The Objection: Increased passenger use of our rail system will relegate more freight to the roadways.

Actually, the reverse is true. Improving our existing rail lines will allow freight to move faster and more efficiently, as well. Since the rail lines and rights-of-way are owned by the rail freight companies with leasing agreements to passenger groups like Amtrak, the proposed improvements would not move forward if they did not promote the best interests of the rail freight business. Improved rail lines will allow both passenger and freight trains to move more quickly, reducing delays.

The Objection: No one rides the trains we have, so why should we create more?

According to the Midwest High Speed Rail Association, rail dominates overseas markets where trains and tracks have been engineered for true high speeds. In the U.S., Amtrak's high-speed Acela grew its share of the air/rail market between New York and Washington, DC from 61% to 69% from FY 2009 to FY 2010, despite the fact that aging infrastructure prevents true 150 mph operation over much of the route. This continues a decade-long trend of growth for this route. [5]

According to Bureau of Transportation statistics, airline ridership increased about 9%, from about 55 million riders per month to about 60 million, between 2000 and 2010. In the same time frame, Amtrak ridership increased from about 1.8 million monthly riders to about 2.4 million, a 33% increase-and this without extensive improvements to the speed or reliability of the train system. Airlines carry about 23 times the passenger volume of trains today, down from about 30 times in 2000.

In Indiana, ridership on Amtrak's standard service increased 10% from Fiscal Year 2009 to Fiscal Year 2010, continuing an upward trend. [6]

And according to an article hosted on Wired.com,

Nearly half the people surveyed by Angus-Reid Public Opinion said they support [the Obama Administration's] proposal to create 10 high-speed rail corridors. Respondents were asked their preferred mode of travel between some of the cities in the Obama plan. Yes, 35 percent said they'd drive, but 32 percent said they'd take the train if it were available....

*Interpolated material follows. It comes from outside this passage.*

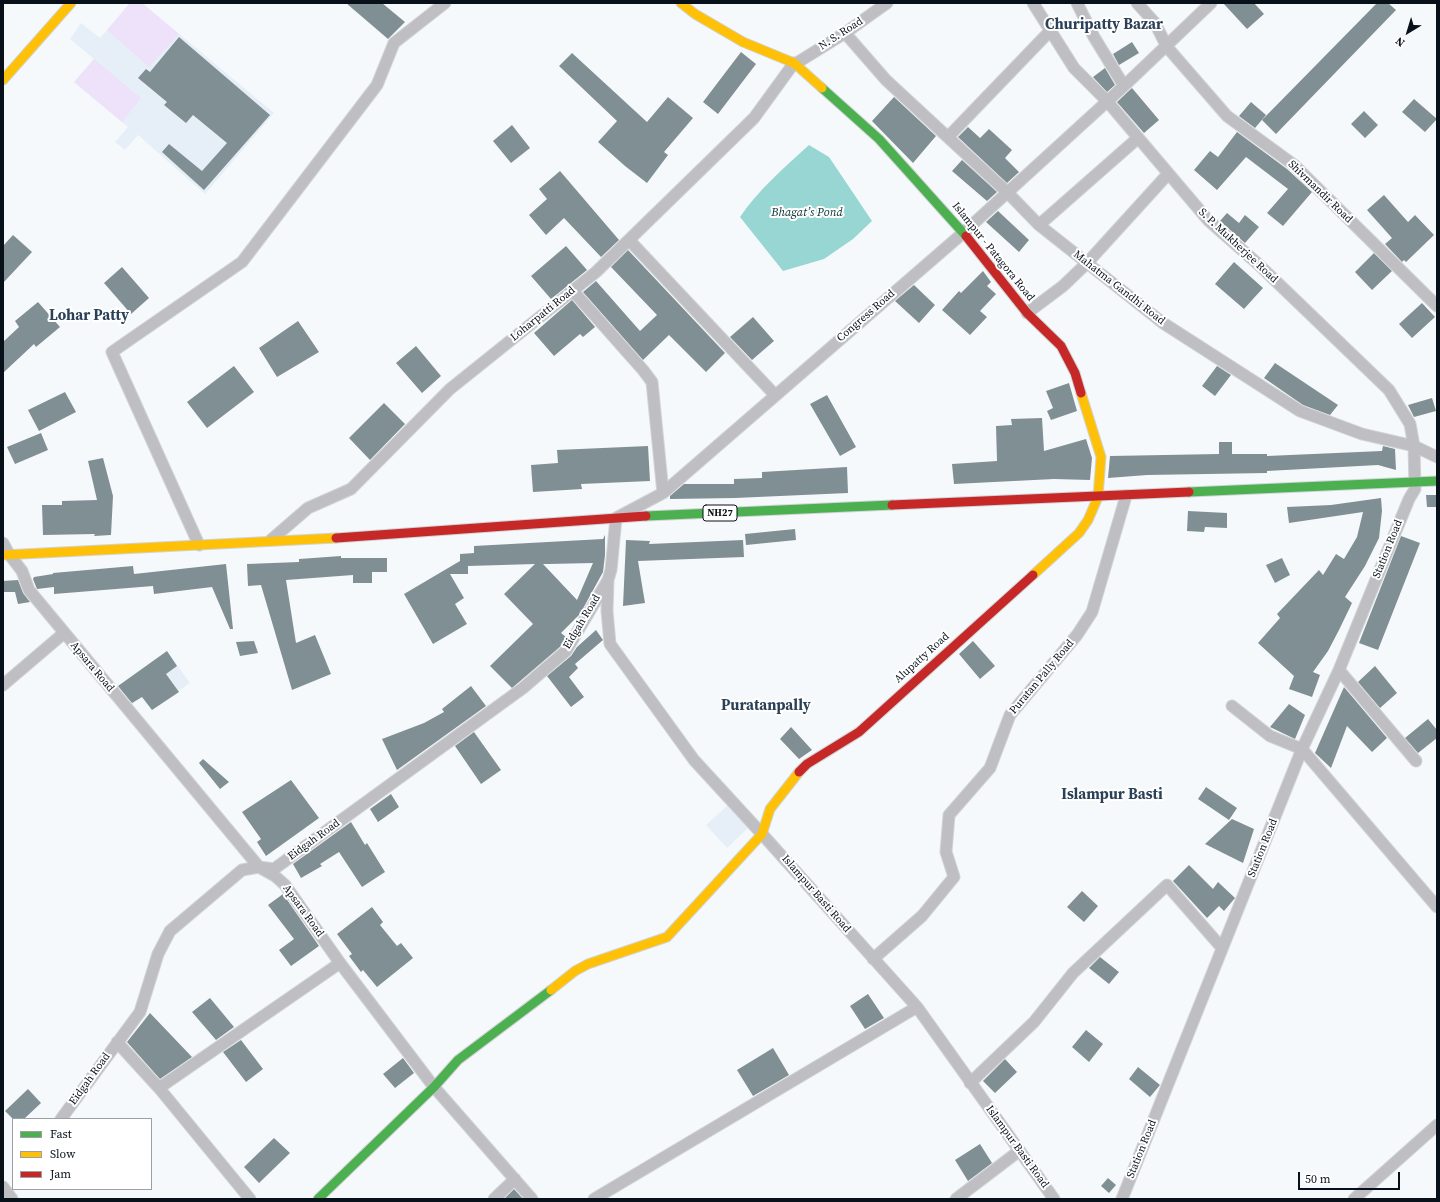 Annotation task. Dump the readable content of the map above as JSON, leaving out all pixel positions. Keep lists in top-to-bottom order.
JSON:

[Liam Julian, author of "The Trouble With High-Speed Rail", a critique published in the journal Policy Review] seems skeptical of private investment, but it is entirely plausible in California and elsewhere. Oliver Hauck, the CEO of Siemens Mobility USA, wrote in a San Francisco Chronicle op-ed piece that the private sector is eager to invest in HSR. System operators in France and Japan are interested in contributing. The New York Times reports China, through a partnership with General Electric, is eager to help finance and build California's HSR. Japan, Germany, South Korea, Spain and France also have expressed interest, according to the San Jose Mercury News.[7]

For more information about the reality of rail, visit the Midwest High Speed Rail Association's Fact vs. Fiction page.

[1] Quote from Research Penn State's Probing Questions series: "Why don't we have high-speed trains in the U.S.?".
[2] Quote from The Infrastructurist, "For and Against High-Speed Rail: Part III".
[3] View the MWRRI TEMS Report.
[4] Quote from "A Business Case for High Speed Intercity Passenger Rail Projects: Return on Investment to the Taxpayers of the United States" written by Charles H Quandel, P.E. and Lewis Ames, AICP; presented October 20, 2010.
[5] For this and more data from Amtrak, see page 14 of the PDF version of the Amtrak Overview presented by Marc Magliari, Amtrak's Manager of Corporate Communications, at the 2011 INHSRA Golden Spike Seminar.
[6] Data from section 8.1.2 on page 118 of the 2011 Indiana State Rail Plan.
[7] Quote from an article entitled "Too Often, the 'Trouble' with High-Speed Rail is Misinformation" on Wired.com.